Bar à sourire vs Chirurgien-dentiste

Début 2011, l’ordre National des Chirurgiens-dentistes (ONCD) a saisi le gouvernement français, et plus particulièrement la DGCCRF (Direction Générale de la Concurrence, de la Consommation et de la Répression des Fraudes) et la DGS (Direction Générale de la Santé) contre les pratiques des bars à sourire, jugées déloyales par l’ordre des chirurgiens-dentistes.

On peut lire sur le site de l’ONCD un communiqué expliquant leur démarche et les objectifs de cette action auprès du gouvernement. Je vous invite à lire l’article de l’ONCD du 12 janvier 2011.

 

Produits dangereux ?

 

L’ONCD accuse en effet les bars à sourire de porter atteinte à la santé des consommateurs, en proposant des produits de blanchiment des dents dangereux à base de peroxyde d’hydrogène.
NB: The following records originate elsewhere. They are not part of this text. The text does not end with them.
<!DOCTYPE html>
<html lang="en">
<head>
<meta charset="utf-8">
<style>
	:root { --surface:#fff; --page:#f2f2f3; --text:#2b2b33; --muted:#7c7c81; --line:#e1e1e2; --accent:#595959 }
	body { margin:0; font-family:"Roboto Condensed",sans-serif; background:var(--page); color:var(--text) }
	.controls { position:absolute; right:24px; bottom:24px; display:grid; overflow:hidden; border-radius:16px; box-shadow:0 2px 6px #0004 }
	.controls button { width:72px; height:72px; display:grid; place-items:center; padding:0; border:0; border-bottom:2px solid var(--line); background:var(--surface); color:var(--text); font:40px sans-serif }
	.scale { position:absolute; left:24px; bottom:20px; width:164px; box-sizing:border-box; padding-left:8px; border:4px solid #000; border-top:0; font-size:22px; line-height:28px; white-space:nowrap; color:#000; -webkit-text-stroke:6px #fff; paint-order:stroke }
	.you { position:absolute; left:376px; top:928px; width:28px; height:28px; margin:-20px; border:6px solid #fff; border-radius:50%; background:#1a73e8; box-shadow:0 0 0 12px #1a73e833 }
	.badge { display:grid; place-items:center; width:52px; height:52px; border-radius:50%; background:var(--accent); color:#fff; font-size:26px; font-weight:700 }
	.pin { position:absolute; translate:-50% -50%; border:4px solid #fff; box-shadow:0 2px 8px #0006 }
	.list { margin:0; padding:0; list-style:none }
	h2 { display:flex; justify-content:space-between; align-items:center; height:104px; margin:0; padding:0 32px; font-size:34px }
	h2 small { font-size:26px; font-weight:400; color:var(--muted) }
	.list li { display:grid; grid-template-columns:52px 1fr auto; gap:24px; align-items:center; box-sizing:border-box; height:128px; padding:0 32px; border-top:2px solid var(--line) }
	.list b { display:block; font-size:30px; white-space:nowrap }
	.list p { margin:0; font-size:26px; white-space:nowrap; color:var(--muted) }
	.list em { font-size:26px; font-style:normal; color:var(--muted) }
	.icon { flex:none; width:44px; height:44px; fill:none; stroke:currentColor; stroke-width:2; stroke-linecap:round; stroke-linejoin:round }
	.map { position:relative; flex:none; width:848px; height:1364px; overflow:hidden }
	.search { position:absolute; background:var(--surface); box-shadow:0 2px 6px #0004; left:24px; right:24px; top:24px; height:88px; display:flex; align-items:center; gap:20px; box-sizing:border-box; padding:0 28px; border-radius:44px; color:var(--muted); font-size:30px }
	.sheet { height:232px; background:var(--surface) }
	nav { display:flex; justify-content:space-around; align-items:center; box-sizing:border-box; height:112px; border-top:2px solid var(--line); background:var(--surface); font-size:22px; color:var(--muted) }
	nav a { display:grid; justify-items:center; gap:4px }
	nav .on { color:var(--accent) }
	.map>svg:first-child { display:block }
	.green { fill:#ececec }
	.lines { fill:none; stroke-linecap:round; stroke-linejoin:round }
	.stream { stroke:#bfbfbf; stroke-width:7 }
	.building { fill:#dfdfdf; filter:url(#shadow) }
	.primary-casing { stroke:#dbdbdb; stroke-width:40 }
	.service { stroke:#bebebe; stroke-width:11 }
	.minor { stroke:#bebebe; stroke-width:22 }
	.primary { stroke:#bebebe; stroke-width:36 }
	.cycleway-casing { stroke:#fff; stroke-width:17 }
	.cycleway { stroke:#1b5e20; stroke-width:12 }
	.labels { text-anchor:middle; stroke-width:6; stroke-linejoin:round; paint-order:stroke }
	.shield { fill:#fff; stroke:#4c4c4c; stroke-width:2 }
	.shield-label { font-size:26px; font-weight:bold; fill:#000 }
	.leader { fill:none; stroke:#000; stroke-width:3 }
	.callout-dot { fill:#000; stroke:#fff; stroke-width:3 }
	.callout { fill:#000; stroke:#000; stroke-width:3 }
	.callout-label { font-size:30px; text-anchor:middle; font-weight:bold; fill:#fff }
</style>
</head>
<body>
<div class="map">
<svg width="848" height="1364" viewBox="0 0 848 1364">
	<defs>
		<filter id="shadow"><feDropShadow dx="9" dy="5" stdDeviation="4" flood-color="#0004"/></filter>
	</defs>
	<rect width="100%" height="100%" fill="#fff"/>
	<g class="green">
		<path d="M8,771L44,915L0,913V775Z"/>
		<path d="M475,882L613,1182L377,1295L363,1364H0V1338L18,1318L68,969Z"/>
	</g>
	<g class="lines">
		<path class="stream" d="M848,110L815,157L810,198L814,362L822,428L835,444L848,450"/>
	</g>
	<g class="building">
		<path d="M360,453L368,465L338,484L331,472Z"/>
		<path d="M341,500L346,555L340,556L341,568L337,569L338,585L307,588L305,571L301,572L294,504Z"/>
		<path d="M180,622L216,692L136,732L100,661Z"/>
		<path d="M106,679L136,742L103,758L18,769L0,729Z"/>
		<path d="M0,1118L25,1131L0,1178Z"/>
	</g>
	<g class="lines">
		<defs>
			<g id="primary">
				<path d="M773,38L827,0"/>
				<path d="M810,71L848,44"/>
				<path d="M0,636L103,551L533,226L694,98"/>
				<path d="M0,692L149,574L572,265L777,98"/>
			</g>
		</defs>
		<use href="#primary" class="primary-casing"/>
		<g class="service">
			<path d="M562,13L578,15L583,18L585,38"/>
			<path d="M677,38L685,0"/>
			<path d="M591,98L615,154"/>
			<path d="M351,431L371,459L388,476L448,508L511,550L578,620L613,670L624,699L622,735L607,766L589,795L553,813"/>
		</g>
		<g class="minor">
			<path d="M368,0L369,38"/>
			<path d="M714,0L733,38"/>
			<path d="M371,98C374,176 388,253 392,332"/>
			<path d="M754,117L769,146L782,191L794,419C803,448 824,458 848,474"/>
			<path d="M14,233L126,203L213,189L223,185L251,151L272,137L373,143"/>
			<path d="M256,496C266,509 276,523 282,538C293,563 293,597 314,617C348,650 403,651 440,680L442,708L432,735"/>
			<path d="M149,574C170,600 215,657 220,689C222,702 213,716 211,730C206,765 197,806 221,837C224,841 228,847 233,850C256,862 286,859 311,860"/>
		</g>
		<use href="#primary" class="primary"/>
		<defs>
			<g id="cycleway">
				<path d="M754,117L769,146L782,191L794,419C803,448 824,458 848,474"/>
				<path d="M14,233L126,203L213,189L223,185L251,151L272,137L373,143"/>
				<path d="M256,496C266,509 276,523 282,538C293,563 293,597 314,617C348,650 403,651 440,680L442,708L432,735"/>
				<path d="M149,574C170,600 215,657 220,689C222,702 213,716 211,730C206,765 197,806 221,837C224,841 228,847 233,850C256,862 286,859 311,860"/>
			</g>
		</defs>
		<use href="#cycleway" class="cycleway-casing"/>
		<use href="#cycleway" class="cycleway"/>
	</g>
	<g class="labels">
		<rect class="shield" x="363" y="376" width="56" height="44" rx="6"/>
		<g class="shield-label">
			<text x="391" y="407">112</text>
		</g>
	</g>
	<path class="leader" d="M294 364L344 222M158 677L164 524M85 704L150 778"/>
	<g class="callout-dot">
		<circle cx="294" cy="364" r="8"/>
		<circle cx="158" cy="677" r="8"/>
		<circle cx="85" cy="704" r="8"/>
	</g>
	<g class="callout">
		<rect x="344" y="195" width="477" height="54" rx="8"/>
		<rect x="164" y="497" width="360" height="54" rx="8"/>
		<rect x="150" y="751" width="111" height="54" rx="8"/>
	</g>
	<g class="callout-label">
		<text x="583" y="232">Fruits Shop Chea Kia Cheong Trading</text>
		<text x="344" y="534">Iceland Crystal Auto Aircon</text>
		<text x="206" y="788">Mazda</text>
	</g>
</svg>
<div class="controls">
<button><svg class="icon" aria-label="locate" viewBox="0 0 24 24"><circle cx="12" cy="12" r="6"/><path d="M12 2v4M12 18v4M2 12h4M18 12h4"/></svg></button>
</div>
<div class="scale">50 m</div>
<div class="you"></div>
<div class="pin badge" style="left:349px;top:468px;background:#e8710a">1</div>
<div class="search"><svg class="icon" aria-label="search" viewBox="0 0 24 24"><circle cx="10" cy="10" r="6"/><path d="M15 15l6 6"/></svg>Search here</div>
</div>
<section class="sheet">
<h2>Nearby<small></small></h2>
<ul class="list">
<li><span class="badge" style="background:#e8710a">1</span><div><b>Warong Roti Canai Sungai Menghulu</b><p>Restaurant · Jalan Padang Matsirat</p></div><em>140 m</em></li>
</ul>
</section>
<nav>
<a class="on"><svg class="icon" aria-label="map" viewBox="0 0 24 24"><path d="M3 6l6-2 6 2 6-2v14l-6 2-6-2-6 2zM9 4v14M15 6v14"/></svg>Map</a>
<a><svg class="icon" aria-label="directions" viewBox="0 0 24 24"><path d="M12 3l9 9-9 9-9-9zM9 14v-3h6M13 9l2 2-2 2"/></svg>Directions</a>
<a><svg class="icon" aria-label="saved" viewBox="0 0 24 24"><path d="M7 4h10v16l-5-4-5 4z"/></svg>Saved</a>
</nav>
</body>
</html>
Ces produits sont normalement réservés pour des usages médicaux, et par conséquent seuls les chirurgiens-dentistes sont habilités à manipuler ce type de produit.

Ils voulaient également lever le voile sur les promesses de ces “instituts de beauté”, qui en une séance de 20 minutes permettent de gagner jusqu’à 7 teintes de blanc.

Or la directive européenne 2011-84 du 21 septembre 2011, précise que :

« Le comité scientifique des produits de consommation, qui a été remplacé par le comité scientifique pour la sécurité des consommateurs (ci-après dénommé «le CSSC») conformément à la décision 2008/721/CE de la Commission du 5 août 2008 établissant une structure consultative de comités scientifiques et d’experts dans le domaine de la sécurité des consommateurs, de la santé publique et de l’environnement et abrogeant la décision 2004/210/CE, a confirmé qu’une concentration maximale de 0,1 % de peroxyde d’hydrogène présent dans les produits bucco-dentaires ou dégagé par d’autres composés ou mélanges contenus dans ces produits ne présentait aucun risque. Il devrait donc être possible de continuer à utiliser du peroxyde d’hydrogène dans cette concentration dans les produits bucco-dentaires, notamment les produits de blanchiment ou d’éclaircissement des dents. »

 

Il s’avère que les gels utilisés dans ces lieux contiennent 0,16% de perborate de sodium, qui une fois mélangé dans de l’eau libère moins de 0,1% de peroxyde d’hydrogène, valeur en dessous de la concentration maximale autorisée.

Affaire de business ?

 

Sous des arguments de protection de la santé des consommateurs, les chirurgiens-dentistes représentés pas l’ONCD y voient essentiellement un intérêt financier.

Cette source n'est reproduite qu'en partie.